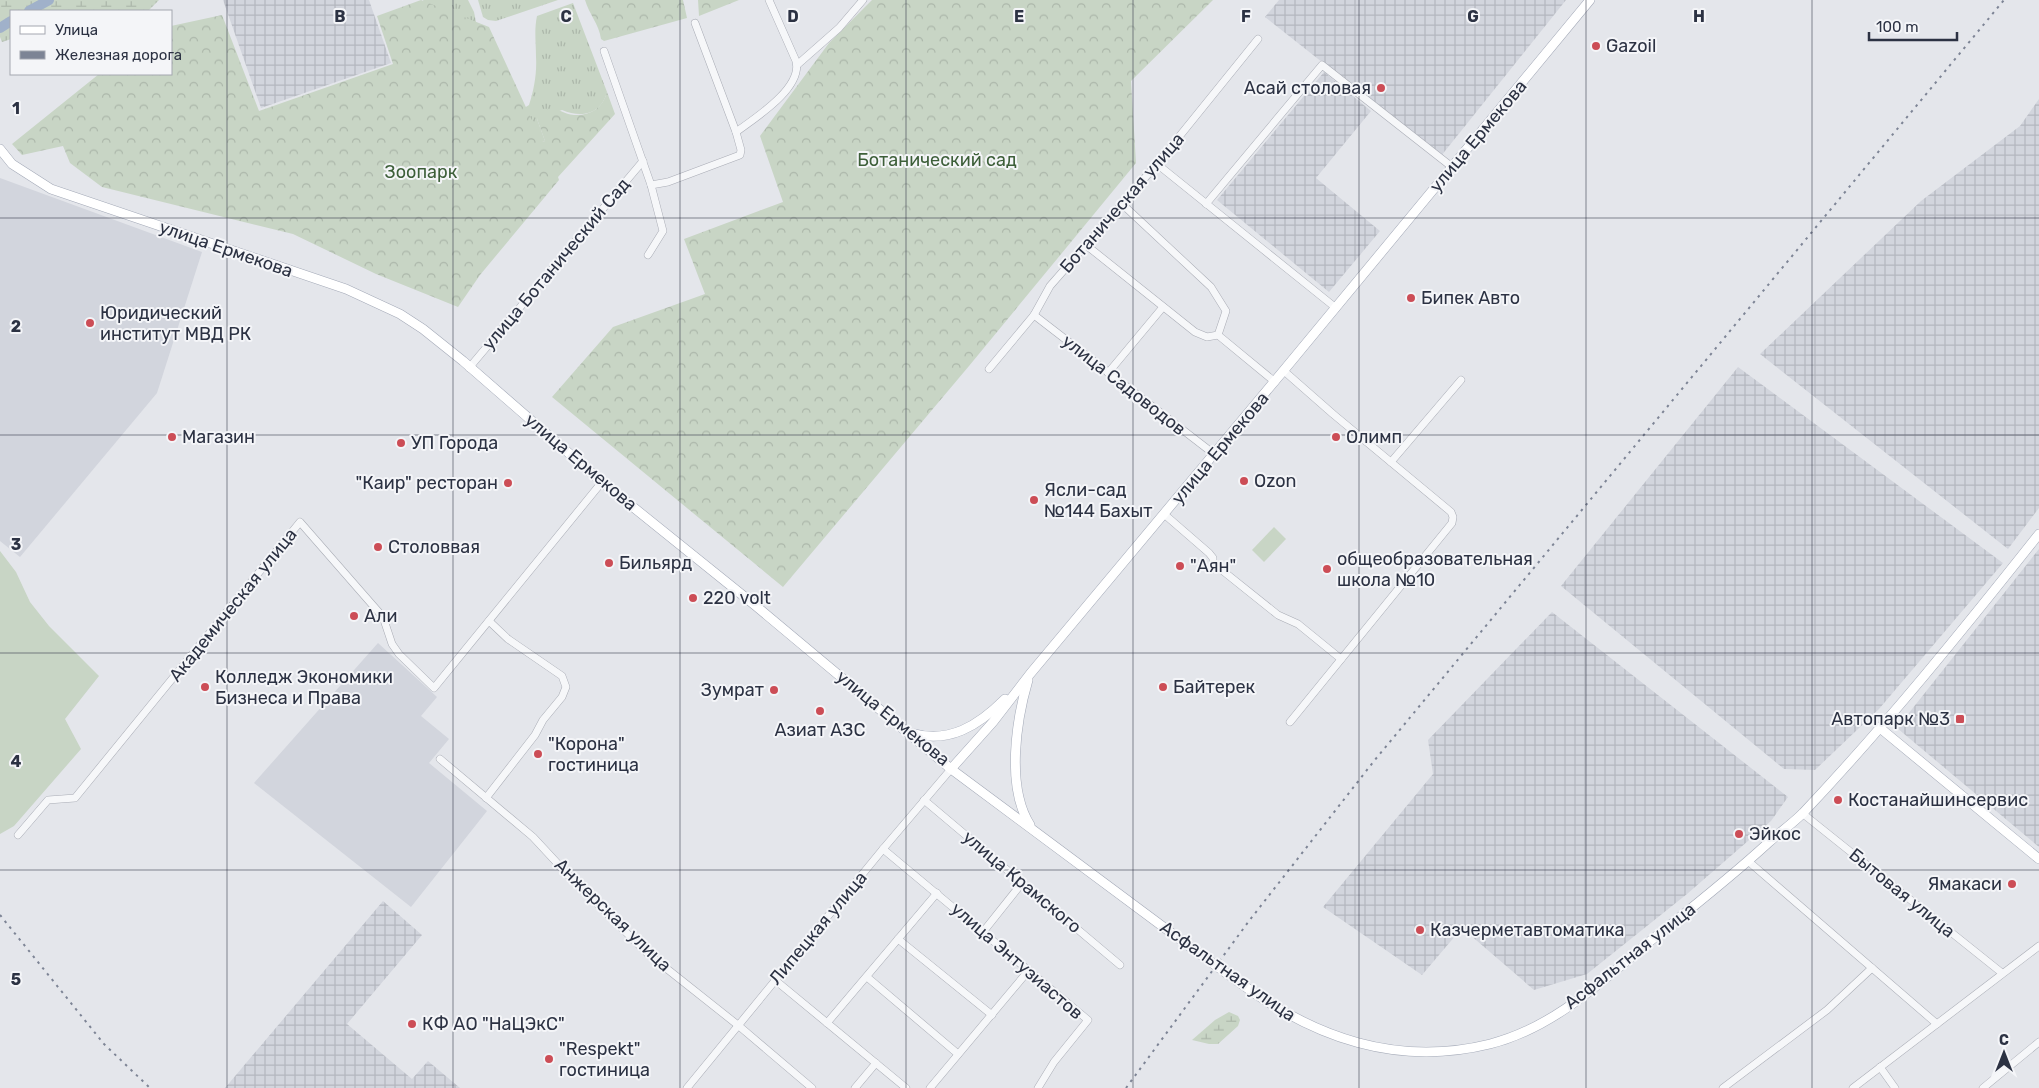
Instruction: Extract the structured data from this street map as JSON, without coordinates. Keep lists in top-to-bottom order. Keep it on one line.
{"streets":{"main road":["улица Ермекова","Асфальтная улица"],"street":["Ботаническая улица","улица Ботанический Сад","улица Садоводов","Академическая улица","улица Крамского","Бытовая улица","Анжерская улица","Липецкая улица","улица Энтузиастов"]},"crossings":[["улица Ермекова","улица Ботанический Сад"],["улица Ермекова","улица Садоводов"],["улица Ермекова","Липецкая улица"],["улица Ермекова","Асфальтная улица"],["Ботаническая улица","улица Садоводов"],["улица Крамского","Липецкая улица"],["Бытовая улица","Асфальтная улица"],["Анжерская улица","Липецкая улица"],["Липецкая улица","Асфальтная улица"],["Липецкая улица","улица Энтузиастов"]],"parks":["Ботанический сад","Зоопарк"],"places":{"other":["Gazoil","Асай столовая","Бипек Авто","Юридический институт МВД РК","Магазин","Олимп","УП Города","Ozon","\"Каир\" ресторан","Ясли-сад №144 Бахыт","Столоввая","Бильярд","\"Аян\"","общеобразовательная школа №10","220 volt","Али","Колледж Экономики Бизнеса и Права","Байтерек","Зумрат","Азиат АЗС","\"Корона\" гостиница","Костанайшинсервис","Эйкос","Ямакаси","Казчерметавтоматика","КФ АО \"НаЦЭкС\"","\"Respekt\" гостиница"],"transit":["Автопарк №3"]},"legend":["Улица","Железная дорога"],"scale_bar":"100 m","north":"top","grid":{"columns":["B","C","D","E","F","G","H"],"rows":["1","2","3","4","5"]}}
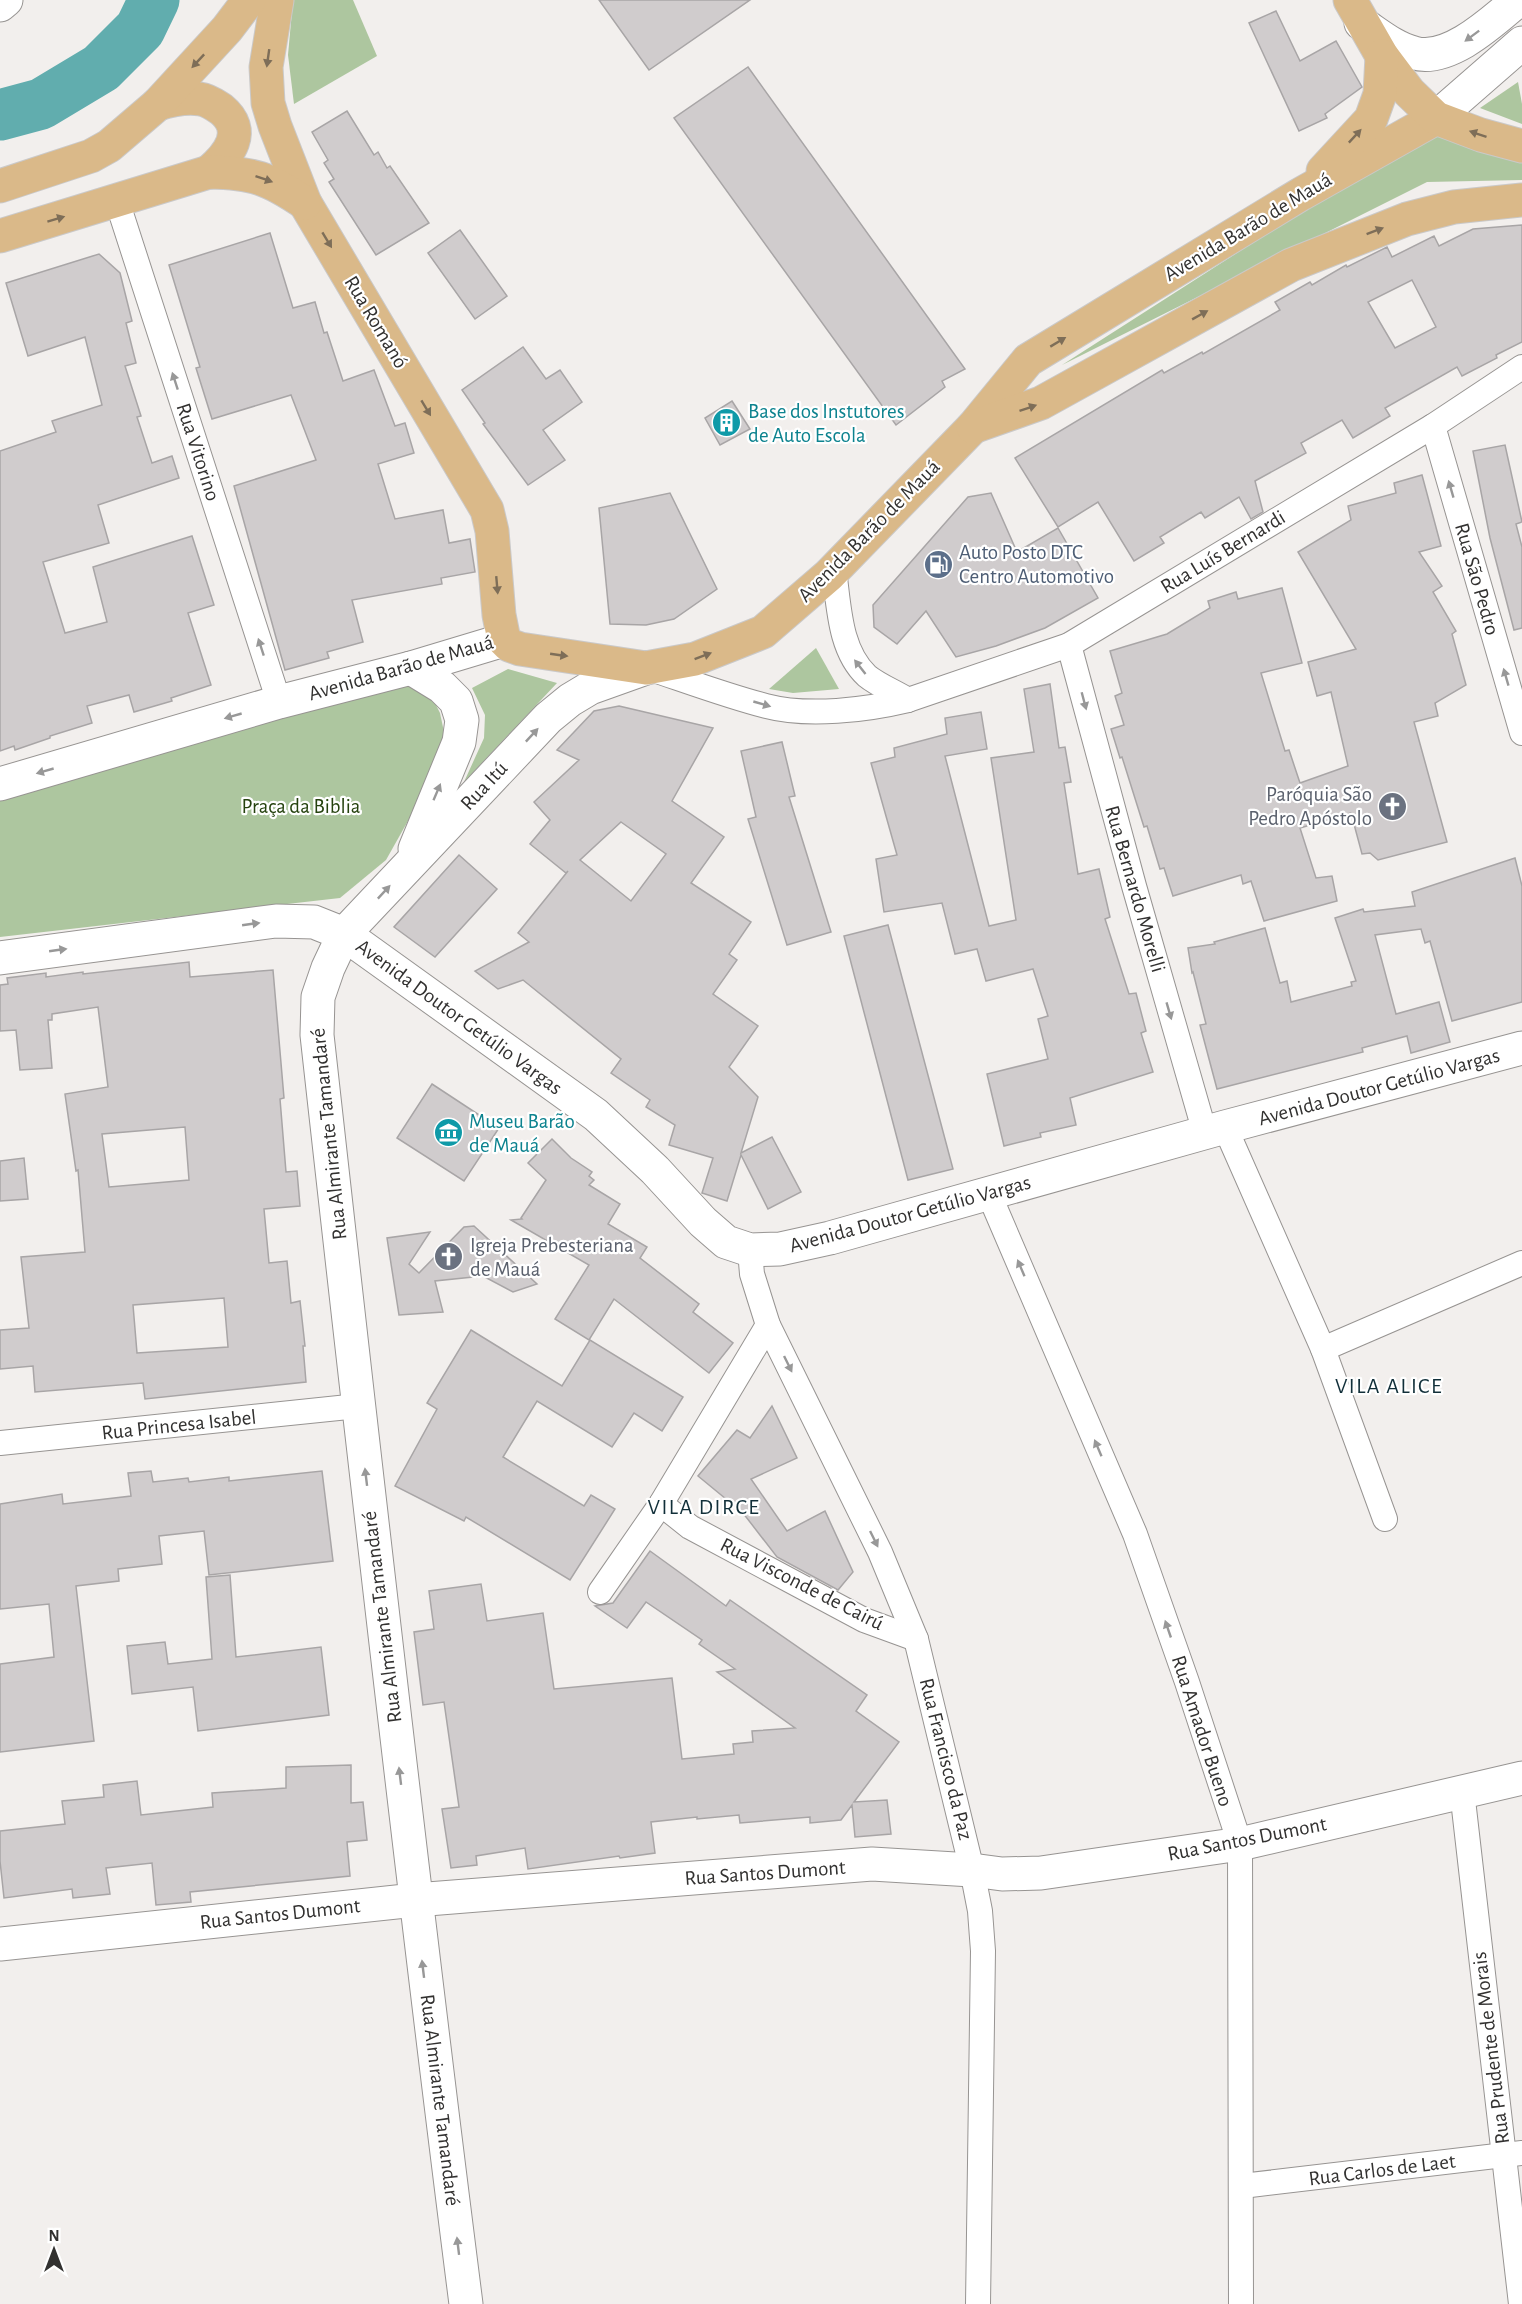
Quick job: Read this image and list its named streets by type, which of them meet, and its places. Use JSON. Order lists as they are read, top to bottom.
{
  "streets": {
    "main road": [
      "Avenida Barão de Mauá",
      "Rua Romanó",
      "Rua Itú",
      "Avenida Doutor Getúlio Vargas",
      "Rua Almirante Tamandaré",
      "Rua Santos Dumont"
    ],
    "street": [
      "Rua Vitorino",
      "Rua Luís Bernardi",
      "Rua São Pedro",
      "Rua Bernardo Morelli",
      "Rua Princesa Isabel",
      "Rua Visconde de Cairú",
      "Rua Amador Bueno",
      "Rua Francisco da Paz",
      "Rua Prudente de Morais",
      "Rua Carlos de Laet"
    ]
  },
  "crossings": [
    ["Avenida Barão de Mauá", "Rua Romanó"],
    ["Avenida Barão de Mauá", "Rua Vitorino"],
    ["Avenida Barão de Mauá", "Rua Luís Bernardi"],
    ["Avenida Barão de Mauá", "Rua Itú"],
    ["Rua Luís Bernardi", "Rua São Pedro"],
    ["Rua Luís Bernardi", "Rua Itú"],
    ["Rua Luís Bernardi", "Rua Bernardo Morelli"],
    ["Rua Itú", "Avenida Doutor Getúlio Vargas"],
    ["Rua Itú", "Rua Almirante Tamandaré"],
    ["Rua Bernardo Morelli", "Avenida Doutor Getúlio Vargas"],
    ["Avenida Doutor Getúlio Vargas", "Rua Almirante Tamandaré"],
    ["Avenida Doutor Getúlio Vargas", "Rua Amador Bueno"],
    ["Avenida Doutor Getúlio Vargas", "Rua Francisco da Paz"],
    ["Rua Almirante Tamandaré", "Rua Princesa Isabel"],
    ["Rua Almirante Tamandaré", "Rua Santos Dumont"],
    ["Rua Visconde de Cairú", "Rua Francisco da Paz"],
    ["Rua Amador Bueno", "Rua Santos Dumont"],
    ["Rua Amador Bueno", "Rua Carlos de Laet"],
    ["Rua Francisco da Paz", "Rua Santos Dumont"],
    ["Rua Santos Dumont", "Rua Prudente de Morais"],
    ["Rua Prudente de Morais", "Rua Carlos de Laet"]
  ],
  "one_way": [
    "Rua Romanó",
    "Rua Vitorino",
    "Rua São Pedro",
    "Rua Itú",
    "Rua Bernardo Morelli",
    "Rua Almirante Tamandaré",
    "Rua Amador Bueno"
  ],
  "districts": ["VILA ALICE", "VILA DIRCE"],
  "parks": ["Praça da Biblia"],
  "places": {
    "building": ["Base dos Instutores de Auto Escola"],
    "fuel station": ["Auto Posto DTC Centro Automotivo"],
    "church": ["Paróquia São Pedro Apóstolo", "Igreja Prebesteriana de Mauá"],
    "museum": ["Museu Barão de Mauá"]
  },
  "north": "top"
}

═══

__Your instructions__:
Output the entries above exactly, without their pictures.

__Task result__:
Instruction: Extract the structured data from this street map as JSON, without coordinates. Keep lists in top-to-bottom order. Keep it on one line.
{"streets":{"main road":["улица Ермекова","Асфальтная улица"],"street":["Ботаническая улица","улица Ботанический Сад","улица Садоводов","Академическая улица","улица Крамского","Бытовая улица","Анжерская улица","Липецкая улица","улица Энтузиастов"]},"crossings":[["улица Ермекова","улица Ботанический Сад"],["улица Ермекова","улица Садоводов"],["улица Ермекова","Липецкая улица"],["улица Ермекова","Асфальтная улица"],["Ботаническая улица","улица Садоводов"],["улица Крамского","Липецкая улица"],["Бытовая улица","Асфальтная улица"],["Анжерская улица","Липецкая улица"],["Липецкая улица","Асфальтная улица"],["Липецкая улица","улица Энтузиастов"]],"parks":["Ботанический сад","Зоопарк"],"places":{"other":["Gazoil","Асай столовая","Бипек Авто","Юридический институт МВД РК","Магазин","Олимп","УП Города","Ozon","\"Каир\" ресторан","Ясли-сад №144 Бахыт","Столоввая","Бильярд","\"Аян\"","общеобразовательная школа №10","220 volt","Али","Колледж Экономики Бизнеса и Права","Байтерек","Зумрат","Азиат АЗС","\"Корона\" гостиница","Костанайшинсервис","Эйкос","Ямакаси","Казчерметавтоматика","КФ АО \"НаЦЭкС\"","\"Respekt\" гостиница"],"transit":["Автопарк №3"]},"legend":["Улица","Железная дорога"],"scale_bar":"100 m","north":"top","grid":{"columns":["B","C","D","E","F","G","H"],"rows":["1","2","3","4","5"]}}
Quick job: Read this image and list its named streets by type, which of them meet, and its places. Use JSON. Order lists as they are read, top to bottom.
{
  "streets": {
    "main road": [
      "Avenida Barão de Mauá",
      "Rua Romanó",
      "Rua Itú",
      "Avenida Doutor Getúlio Vargas",
      "Rua Almirante Tamandaré",
      "Rua Santos Dumont"
    ],
    "street": [
      "Rua Vitorino",
      "Rua Luís Bernardi",
      "Rua São Pedro",
      "Rua Bernardo Morelli",
      "Rua Princesa Isabel",
      "Rua Visconde de Cairú",
      "Rua Amador Bueno",
      "Rua Francisco da Paz",
      "Rua Prudente de Morais",
      "Rua Carlos de Laet"
    ]
  },
  "crossings": [
    ["Avenida Barão de Mauá", "Rua Romanó"],
    ["Avenida Barão de Mauá", "Rua Vitorino"],
    ["Avenida Barão de Mauá", "Rua Luís Bernardi"],
    ["Avenida Barão de Mauá", "Rua Itú"],
    ["Rua Luís Bernardi", "Rua São Pedro"],
    ["Rua Luís Bernardi", "Rua Itú"],
    ["Rua Luís Bernardi", "Rua Bernardo Morelli"],
    ["Rua Itú", "Avenida Doutor Getúlio Vargas"],
    ["Rua Itú", "Rua Almirante Tamandaré"],
    ["Rua Bernardo Morelli", "Avenida Doutor Getúlio Vargas"],
    ["Avenida Doutor Getúlio Vargas", "Rua Almirante Tamandaré"],
    ["Avenida Doutor Getúlio Vargas", "Rua Amador Bueno"],
    ["Avenida Doutor Getúlio Vargas", "Rua Francisco da Paz"],
    ["Rua Almirante Tamandaré", "Rua Princesa Isabel"],
    ["Rua Almirante Tamandaré", "Rua Santos Dumont"],
    ["Rua Visconde de Cairú", "Rua Francisco da Paz"],
    ["Rua Amador Bueno", "Rua Santos Dumont"],
    ["Rua Amador Bueno", "Rua Carlos de Laet"],
    ["Rua Francisco da Paz", "Rua Santos Dumont"],
    ["Rua Santos Dumont", "Rua Prudente de Morais"],
    ["Rua Prudente de Morais", "Rua Carlos de Laet"]
  ],
  "one_way": [
    "Rua Romanó",
    "Rua Vitorino",
    "Rua São Pedro",
    "Rua Itú",
    "Rua Bernardo Morelli",
    "Rua Almirante Tamandaré",
    "Rua Amador Bueno"
  ],
  "districts": ["VILA ALICE", "VILA DIRCE"],
  "parks": ["Praça da Biblia"],
  "places": {
    "building": ["Base dos Instutores de Auto Escola"],
    "fuel station": ["Auto Posto DTC Centro Automotivo"],
    "church": ["Paróquia São Pedro Apóstolo", "Igreja Prebesteriana de Mauá"],
    "museum": ["Museu Barão de Mauá"]
  },
  "north": "top"
}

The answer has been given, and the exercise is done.